§ Work item: The entries below are to be written out exactly, with no images included.

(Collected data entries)
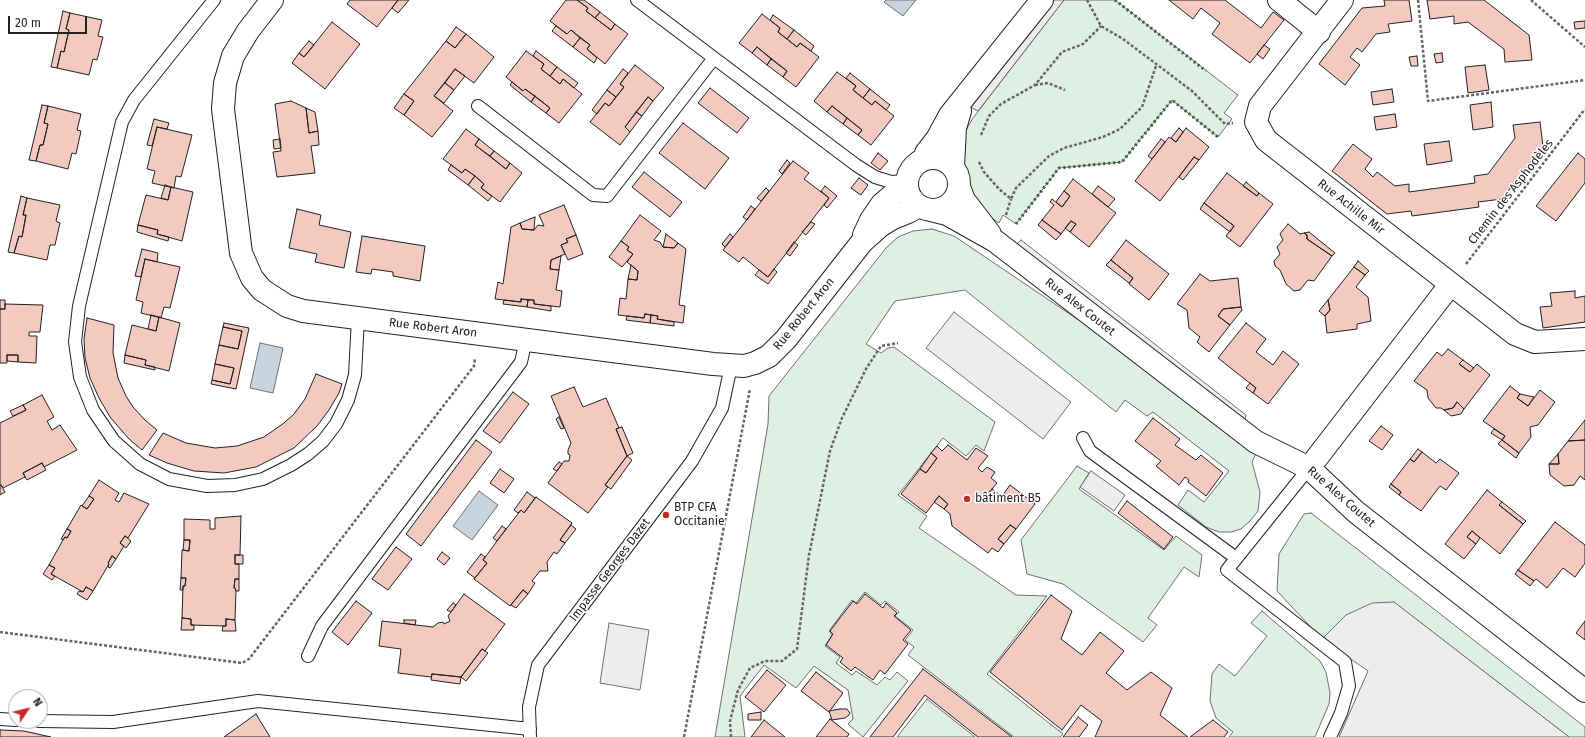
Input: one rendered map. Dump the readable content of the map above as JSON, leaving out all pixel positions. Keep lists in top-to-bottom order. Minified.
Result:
{"streets":{"street":["Rue Achille Mir","Rue Alex Coutet","Rue Robert Aron"],"lane":["Impasse Georges Dazet"],"path":["Chemin des Asphodèles"]},"crossings":[["Chemin des Asphodèles","Rue Achille Mir"],["Rue Alex Coutet","Rue Robert Aron"],["Rue Robert Aron","Impasse Georges Dazet"]],"places":["bâtiment B5","BTP CFA Occitanie"],"scale_bar":"20 m","north":"top right"}
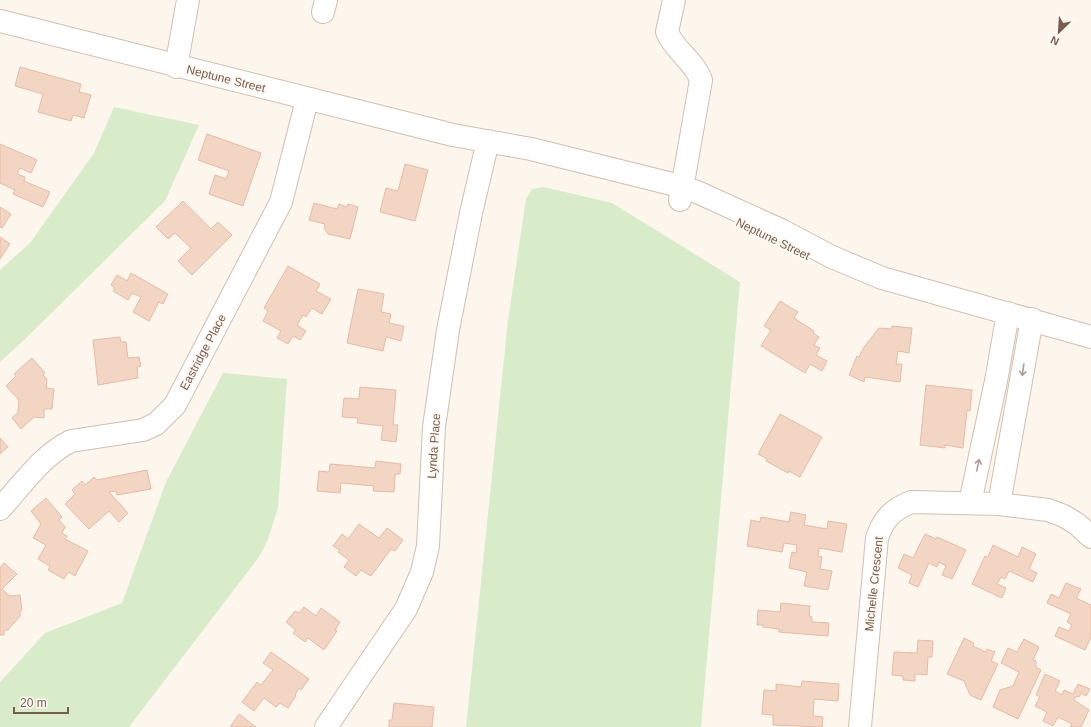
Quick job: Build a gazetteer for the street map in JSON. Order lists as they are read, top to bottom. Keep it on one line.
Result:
{"streets":{"street":["Neptune Street","Eastridge Place","Lynda Place","Michelle Crescent"]},"crossings":[["Neptune Street","Eastridge Place"],["Neptune Street","Lynda Place"]],"scale_bar":"20 m","north":"bottom left"}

§ Result of the exercise:
Input: one rendered map. Dump the readable content of the map above as JSON, leaving out all pixel positions. Keep lists in top-to-bottom order. Minified.
Result:
{"streets":{"street":["Rue Achille Mir","Rue Alex Coutet","Rue Robert Aron"],"lane":["Impasse Georges Dazet"],"path":["Chemin des Asphodèles"]},"crossings":[["Chemin des Asphodèles","Rue Achille Mir"],["Rue Alex Coutet","Rue Robert Aron"],["Rue Robert Aron","Impasse Georges Dazet"]],"places":["bâtiment B5","BTP CFA Occitanie"],"scale_bar":"20 m","north":"top right"}
Quick job: Build a gazetteer for the street map in JSON. Order lists as they are read, top to bottom. Keep it on one line.
Result:
{"streets":{"street":["Neptune Street","Eastridge Place","Lynda Place","Michelle Crescent"]},"crossings":[["Neptune Street","Eastridge Place"],["Neptune Street","Lynda Place"]],"scale_bar":"20 m","north":"bottom left"}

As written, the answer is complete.